We, the pedologists at the ICAR-NBSS&LUP, Nagpur while working for the last two decades to pinpoint the factors of organic carbon (OC) accumulation in Indian tropical soils, realized the extreme potential of smectite clay minerals in sequestering OC in Vertisols of western, central and southern peninsular region. Rate of OC accumulation in Vertisols (developed exclusively in the smectitic alluvium of the weathering Deccan basalt) shows an enhancement with the increase in mean annual rainfall (MAR) (Pal et al., 2009, the pdf attached). Non-sodic and non-saline smectite dominated Vertisols (Haplusterts) (with clay CEC > 80-100 cmol(P+)/kg based on NaOAc-NH4OAc method) with and without soil modifiers like Ca-zeolites and gypsum, show that soils in arid dry (AD) bio-climate has the least amount of SOC (0.5%) in the surface and 0.43 % as weighted mean (WM) value in the 0-1m soil profile. In semi-arid dry (SAD) it is 0.6 % and 0.44%, in semi-arid moist (SAM) it is 1.0 % and 0.78%, in sub-humid dry (SHD) it is 1.1% and 0.55%, in sub-humid moist (SHM) it is 1.1% and 0.67%. However, in humid tropical (HT) bio-climate, the Vertisols (Haplusterts) under agriculture show a little decline in SOC to 0.9% in the surface and 0.65 % as WM value in the first 1m of the soil profile. This SOC decline is apparently due to their lower clay CEC (~ 50 cmol (P+)/kg) as caused by the dominant presence of smectite – kaolinite interstratified minerals (Sm-K) alongside moderate amount of smectite. This mineral combination is in contrast to the exclusive presence of smectite like in soils of AD, SAD, SAM, SHD and SHM bio-climates.
It is interesting to note that even with Sm-K minerals and smectite (with clay CEC < 50 cmol (P+)/kg), zeolitic shrink-swell soils (Haplusterts) under forest cover in the HT climate of the Western Ghats and Satpura Range, qualify for Mollisols as per the US Taxonomy because these Mollisols (Vertic Haplustoll/ Argiudoll) contain 2-3 % OC in the surface and the OC as WM in the first 1m of the profile ranges from 0.94 to 1.6%. It is now clear that despite low content of clay smectite and in dominant presence of Sm-K mineral, shrink-swell soils are capable of accumulating substantial amount of OC due to favourable clay CEC along with profuse vegetative cover under abundant rainfall associated with cool winter temperature of few months and the presence of Ca-zeolites (Bhattacharyya et al, 2006, 2014, pdfs attached).
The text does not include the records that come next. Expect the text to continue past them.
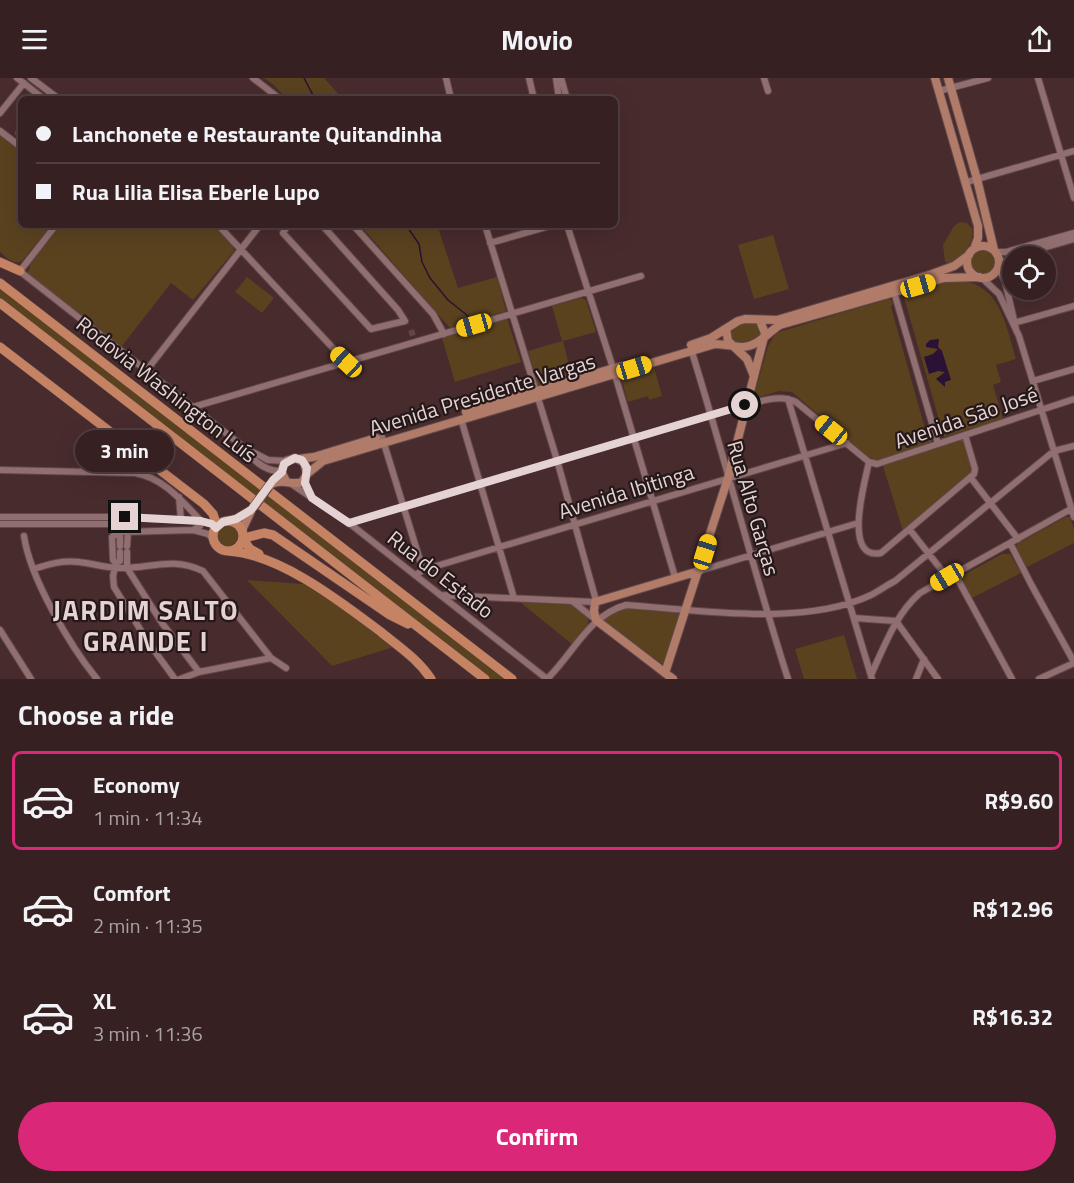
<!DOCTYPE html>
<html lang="en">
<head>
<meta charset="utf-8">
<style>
  :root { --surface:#362022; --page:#412d2f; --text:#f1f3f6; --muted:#aaa3a5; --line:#503e40; --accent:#db2777 }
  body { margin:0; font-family:"Titillium Web",sans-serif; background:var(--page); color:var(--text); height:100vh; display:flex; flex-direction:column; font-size:22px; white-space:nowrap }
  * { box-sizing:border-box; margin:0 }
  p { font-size:20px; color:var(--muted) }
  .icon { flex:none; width:33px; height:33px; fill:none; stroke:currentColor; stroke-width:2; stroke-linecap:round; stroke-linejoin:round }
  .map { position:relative; height:601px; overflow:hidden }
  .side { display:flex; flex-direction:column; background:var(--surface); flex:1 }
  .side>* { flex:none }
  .top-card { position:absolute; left:18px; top:18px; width:600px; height:132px; border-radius:9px; box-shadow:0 6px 24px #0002,0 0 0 2px var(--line); display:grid; align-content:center; height:132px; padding:0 18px; background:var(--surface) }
  .controls { position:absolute; left:1002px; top:168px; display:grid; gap:12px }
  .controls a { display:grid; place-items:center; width:54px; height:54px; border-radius:50%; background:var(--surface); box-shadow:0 6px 24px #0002,0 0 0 2px var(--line); font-size:30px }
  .end { position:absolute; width:27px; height:27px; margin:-14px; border:8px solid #e5d2d3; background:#111; box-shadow:0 0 0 3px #111 }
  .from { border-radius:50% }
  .bubble { position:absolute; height:42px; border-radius:21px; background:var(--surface); box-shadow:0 6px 24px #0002,0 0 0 2px var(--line); font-size:20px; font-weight:700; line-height:42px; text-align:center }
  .car { position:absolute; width:18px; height:36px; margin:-18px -9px; border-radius:8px; box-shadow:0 0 4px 2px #0007; background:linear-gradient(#f5c518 24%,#345 0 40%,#f5c518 0 76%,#345 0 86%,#f5c518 0) }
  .top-card b { display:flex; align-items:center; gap:21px; height:57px; font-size:22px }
  .top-card b+b { border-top:2px solid var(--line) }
  .top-card i { width:15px; height:15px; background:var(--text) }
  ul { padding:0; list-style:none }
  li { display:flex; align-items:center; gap:18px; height:99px; margin:0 12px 9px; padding:0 6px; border:3px solid transparent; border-radius:9px }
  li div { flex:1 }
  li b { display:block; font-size:22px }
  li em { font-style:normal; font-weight:700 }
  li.current { border-color:var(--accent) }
  li>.icon { width:54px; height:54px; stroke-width:1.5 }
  h2 { padding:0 18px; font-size:27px; line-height:72px }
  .action { display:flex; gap:12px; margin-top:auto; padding:12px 18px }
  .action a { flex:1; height:69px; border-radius:36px; background:var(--accent); color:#fff; font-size:24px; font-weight:700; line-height:69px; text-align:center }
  header { display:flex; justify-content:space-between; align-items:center; height:78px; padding:0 18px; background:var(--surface); font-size:27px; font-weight:700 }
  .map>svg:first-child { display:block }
  .green { fill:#5a421f }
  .water { fill:#2a1135 }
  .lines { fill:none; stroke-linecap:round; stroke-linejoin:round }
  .stream { stroke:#2a1135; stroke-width:1.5 }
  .minor-tunnel { stroke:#604446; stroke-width:6; stroke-dasharray:6 3; stroke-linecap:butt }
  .minor-casing { stroke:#61484a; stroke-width:8 }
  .major-casing { stroke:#61484a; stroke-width:10 }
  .highway-casing { stroke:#61484a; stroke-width:10 }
  .minor { stroke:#916f71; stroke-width:6 }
  .major { stroke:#b17b69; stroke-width:8 }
  .highway { stroke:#c68364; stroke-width:9 }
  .major-bridge-casing { stroke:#61484a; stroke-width:10; stroke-linecap:butt }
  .major-bridge { stroke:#b17b69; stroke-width:8 }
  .route { stroke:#e5d2d3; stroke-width:8 }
  .labels { text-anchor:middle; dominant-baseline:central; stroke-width:4.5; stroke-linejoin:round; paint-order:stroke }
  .street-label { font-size:21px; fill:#e5d2d3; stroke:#251819 }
  .district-label { font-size:27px; font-weight:bold; letter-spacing:1.5px; fill:#e5d2d3; stroke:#251819 }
</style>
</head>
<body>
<header><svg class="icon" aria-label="menu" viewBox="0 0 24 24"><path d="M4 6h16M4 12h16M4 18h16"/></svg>Movio<svg class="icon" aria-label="share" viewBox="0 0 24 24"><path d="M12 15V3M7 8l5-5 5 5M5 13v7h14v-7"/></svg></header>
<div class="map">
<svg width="1074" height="601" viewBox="0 0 1074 601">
  <rect width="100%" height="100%" fill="#482b2d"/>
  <path class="green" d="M264 0H324L343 21H287L274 7Z
    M0 57 21 73V147H51L22 183C13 187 7 180 0 174Z
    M960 144 967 145 972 150C975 168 963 177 950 187L945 183 943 167 954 148Z
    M61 147H213L233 167 234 173 193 222 171 205 122 268 30 198 28 194 31 185Z
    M360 147H442L438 149 458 210 497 199 506 233 450 250Z
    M773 157 789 211 754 221 738 167Z
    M971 184a12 12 0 1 1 24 0a12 12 0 1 1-24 0Z
    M247 199 274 220 262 235 235 214Z
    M944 203C952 203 960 202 968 204 1002 212 1007 252 1016 281L996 287 1001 304 993 307 1003 341 944 359 903 216Z
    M0 208 507 601H489L0 221Z
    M581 220 586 222 596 254 563 263 572 299 538 308 528 273 562 263 552 228Z
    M887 221H890L893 225 891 229 927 358 931 359 932 364 929 366 877 383 866 377 792 314 779 313 756 320 754 318 768 268 776 255Z
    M507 240 521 284 455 304 442 260Z
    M742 244 757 245 762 254 760 260 741 267 731 262 730 250Z
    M654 289 662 318 649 322 648 318 628 324 621 299Z
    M960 361 963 363 972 391 970 396 903 453 883 388Z
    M1066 439H1070L1074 451V465L1027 489 1016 471 1017 466Z
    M216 457a11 11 0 1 1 22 0a11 11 0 1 1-22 0Z
    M1002 476H1010L1021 495 972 520 962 502V498Z
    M247 502 303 506 312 508 394 569 332 588Z
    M520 524 572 527 588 540V548L573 567Z
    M629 530 681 535 665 588 601 543 613 534Z
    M844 557 857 601H804L795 571Z"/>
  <path class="water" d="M939 261 938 269 942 273 951 302 945 304V309L936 301 945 294 938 293 929 296 924 279 933 276 938 271 926 269V266L930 262Z"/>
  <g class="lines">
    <path class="stream" d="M304 0 315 21
      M406 147 419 166 422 184 430 200 448 222 468 238"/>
    <path class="minor-tunnel" d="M411 252 413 258"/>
    <defs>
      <path id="minor" d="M17 0 44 21
        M31 0 59 21
        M253 0 280 21
        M446 0 451 21
        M529 0 534 21
        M556 0 559 21
        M561 0 567 21
        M764 0 768 13
        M1038 0 1074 120
        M939 13 988 0
        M0 35 24 5
        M0 53 21 69
        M19 55 21 52
        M967 104 1074 73
        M218 147 346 284
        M288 147 283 155 371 251 405 243 398 232 322 147
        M353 147 433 236 444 256
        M567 147 613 290 675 499
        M490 165 553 147
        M995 174H1006L1074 155
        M1015 178 1074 161
        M998 187 1012 179
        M998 189 1005 203 1016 251
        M17 191 241 367C251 380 264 394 281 393
        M20 193 56 147
        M981 199 999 216 1019 258 1074 439
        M894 214 938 366
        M1014 245 1074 228
        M691 271C725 380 753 492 788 601
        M146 293 260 147
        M1033 303 1074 291
        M788 321 872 601
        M193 329 641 198
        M461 341 514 520
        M382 359 423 492
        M241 368 268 382 286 383
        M869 384C865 403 842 483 881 475L974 396 975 391 965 357
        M0 392 135 395C164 400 182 423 201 443L200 448 193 452
        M971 400 1018 461
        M305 401 306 409 312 420
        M290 405 349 445 547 601C573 576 589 537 626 527 699 532 804 549 871 517 879 513 887 507 895 503L1054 373 1074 368
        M179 419 181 442
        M0 439H125L201 443 212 446 216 450
        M126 439 129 442 131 448 128 454 127 468
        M349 445 745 327C762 323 780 316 796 324L869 384 877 386 1074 321
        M0 446H115
        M116 451V456L112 459 113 482 116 485
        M116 452 123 454 193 452 208 456 213 461
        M910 452 947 499
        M116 456 120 459V468
        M24 458C30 500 70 568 97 601
        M1010 465 1032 508 1074 584
        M120 474V483L116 485 113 498 114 509 148 564 175 601
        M127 474V490L162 545 199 594
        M34 491C49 486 63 482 79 484 95 486 110 491 125 490 154 489 174 479 203 493L271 580 286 590
        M699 493 858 445
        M955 496 1012 601
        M416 497 423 492 847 365
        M440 517 595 524V519L557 382 485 147
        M572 523 596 542
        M854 540 896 543 938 601
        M0 552 31 601
        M871 597C885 567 895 537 920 515L1071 431
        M180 601 199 594 271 580
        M916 601 924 581
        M1039 601 1074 585"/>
      <path id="major" d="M935 0 978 148V160L974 171
        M948 0 977 101 994 172
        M967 184a16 16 0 1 1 32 0a16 16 0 1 1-32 0Z
        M726 251 728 263 747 281 754 298
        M691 267 711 260 738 243 745 241 777 242 932 196 954 188 969 177
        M466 334 621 288
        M299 381 314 379 376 360
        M307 396 323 383 715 266C724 266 736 269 743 269 759 268 768 254 780 247L944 200 979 199
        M271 406C284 400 290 408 302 404L307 396 304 384 295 380 286 383 281 393 286 403
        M227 443 236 441 251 432
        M242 452 251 433
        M665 595 728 400 765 255 760 243
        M673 601 596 542 594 533 595 524 699 493"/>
      <path id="highway" d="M0 184 20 193
        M0 205 512 601
        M0 225 485 601
        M0 269 204 426 213 436 217 448
        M213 458a15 15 0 1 1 30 0a15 15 0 1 1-30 0Z
        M244 460 264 455 273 457 390 537 408 546
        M243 461 250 471 259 476
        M228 473C280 476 341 524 381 554 399 569 418 581 431 601"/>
    </defs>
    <use href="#minor" class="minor-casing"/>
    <use href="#major" class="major-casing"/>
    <use href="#highway" class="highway-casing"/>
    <use href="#minor" class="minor"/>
    <use href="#major" class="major"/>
    <use href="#highway" class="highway"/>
    <defs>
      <path id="major-bridge" d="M253 430 269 408"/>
    </defs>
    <use href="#major-bridge" class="major-bridge-casing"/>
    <use href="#major-bridge" class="major-bridge"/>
  </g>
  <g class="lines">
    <path class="route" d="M125 439 201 443 212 446 216 450 223 444 236 441 251 432 273 402 282 394 284 386 295 380 302 382 307 390 305 405 312 420 349 445 745 327"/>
  </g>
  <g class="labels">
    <g class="street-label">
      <text transform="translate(167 311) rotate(38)">Rodovia Washington Luís</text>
      <text transform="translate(482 316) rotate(-17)">Avenida Presidente Vargas</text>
      <text transform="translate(966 339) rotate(-19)">Avenida São José</text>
      <text transform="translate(626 413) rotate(-17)">Avenida Ibitinga</text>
      <text transform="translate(754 430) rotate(74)">Rua Alto Garças</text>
      <text transform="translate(441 496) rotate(38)">Rua do Estado</text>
    </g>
    <g class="district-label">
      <text x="146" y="531">JARDIM SALTO<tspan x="146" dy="31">GRANDE I</tspan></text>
    </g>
  </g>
</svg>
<div class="controls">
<a><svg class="icon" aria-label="locate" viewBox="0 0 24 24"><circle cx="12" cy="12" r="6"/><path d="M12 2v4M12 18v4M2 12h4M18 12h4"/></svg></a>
</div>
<i class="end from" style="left:745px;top:327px"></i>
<i class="end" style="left:125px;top:439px"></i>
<div class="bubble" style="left:75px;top:352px;width:99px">3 min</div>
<i class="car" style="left:918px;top:208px;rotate:74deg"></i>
<i class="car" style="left:474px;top:247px;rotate:254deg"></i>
<i class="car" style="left:346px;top:284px;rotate:313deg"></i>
<i class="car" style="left:634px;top:290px;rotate:73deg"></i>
<i class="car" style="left:831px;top:352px;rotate:309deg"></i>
<i class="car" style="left:705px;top:474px;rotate:17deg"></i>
<i class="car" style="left:947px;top:499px;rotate:239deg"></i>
<div class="top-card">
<b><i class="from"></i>Lanchonete e Restaurante Quitandinha</b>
<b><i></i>Rua Lilia Elisa Eberle Lupo</b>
</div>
</div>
<section class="side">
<h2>Choose a ride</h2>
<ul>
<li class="current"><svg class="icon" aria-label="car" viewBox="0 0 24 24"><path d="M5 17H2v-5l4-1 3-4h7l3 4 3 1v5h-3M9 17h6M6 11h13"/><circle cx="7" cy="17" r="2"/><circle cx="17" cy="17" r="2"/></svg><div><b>Economy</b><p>1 min · 11:34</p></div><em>R$9.60</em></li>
<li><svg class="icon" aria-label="car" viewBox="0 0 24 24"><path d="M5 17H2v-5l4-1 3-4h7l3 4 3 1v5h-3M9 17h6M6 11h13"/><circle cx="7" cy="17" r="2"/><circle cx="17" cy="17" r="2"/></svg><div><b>Comfort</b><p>2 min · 11:35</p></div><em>R$12.96</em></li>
<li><svg class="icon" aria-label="car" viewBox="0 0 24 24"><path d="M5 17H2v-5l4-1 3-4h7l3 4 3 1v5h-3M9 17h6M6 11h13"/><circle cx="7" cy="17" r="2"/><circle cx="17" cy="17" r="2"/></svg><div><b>XL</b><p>3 min · 11:36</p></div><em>R$16.32</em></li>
</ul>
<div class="action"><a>Confirm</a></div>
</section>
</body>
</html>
The above factors, however, cannot fully explain the huge SOC accumulation in kaolinite-hydroxy-interlayered vermiculite (K-HIV) dominated (with clay CEC around 11 – 22 cmol (P+)/kg, based on NH4OAc, pH 7 method) (Pal et al., 2014, the pdf attached) Ultisols and acidic Alfisols, developed on granite, granite-gneiss and sedimentary rocks under HT climate in the states of Kerala, North-Eastern Hill areas and Goa. These fairly to highly weathered HT soils contain 2- 5% OC in the surface and their WM value of OC in the first 1m of the profile ranges from 1.2 – 1.9 % (Pal et al., 2014, the pdf attached), which are comparable to and often more than that of the zeolitic Mollisols derived from the Deccan basalt (Bhattacharyya et al., 2006,2014). Presence of Ca-zeolites is an additional advantage as they are also capable of sequestering OC in soils by absorbing atmospheric CO2 (Pal et al., 2013, 2015, the pdf attached). Truly, it is an intriguing issue of OC sequestration in HT soils and thus, through this posting in RG, I urge my esteemed colleagues all over the world to help in identifying any additional factor other than those known hitherto that can explain the mechanism of OC enrichment in K-HIV dominated Ultisols and acidic Alfisols of Indian tropical humid climate.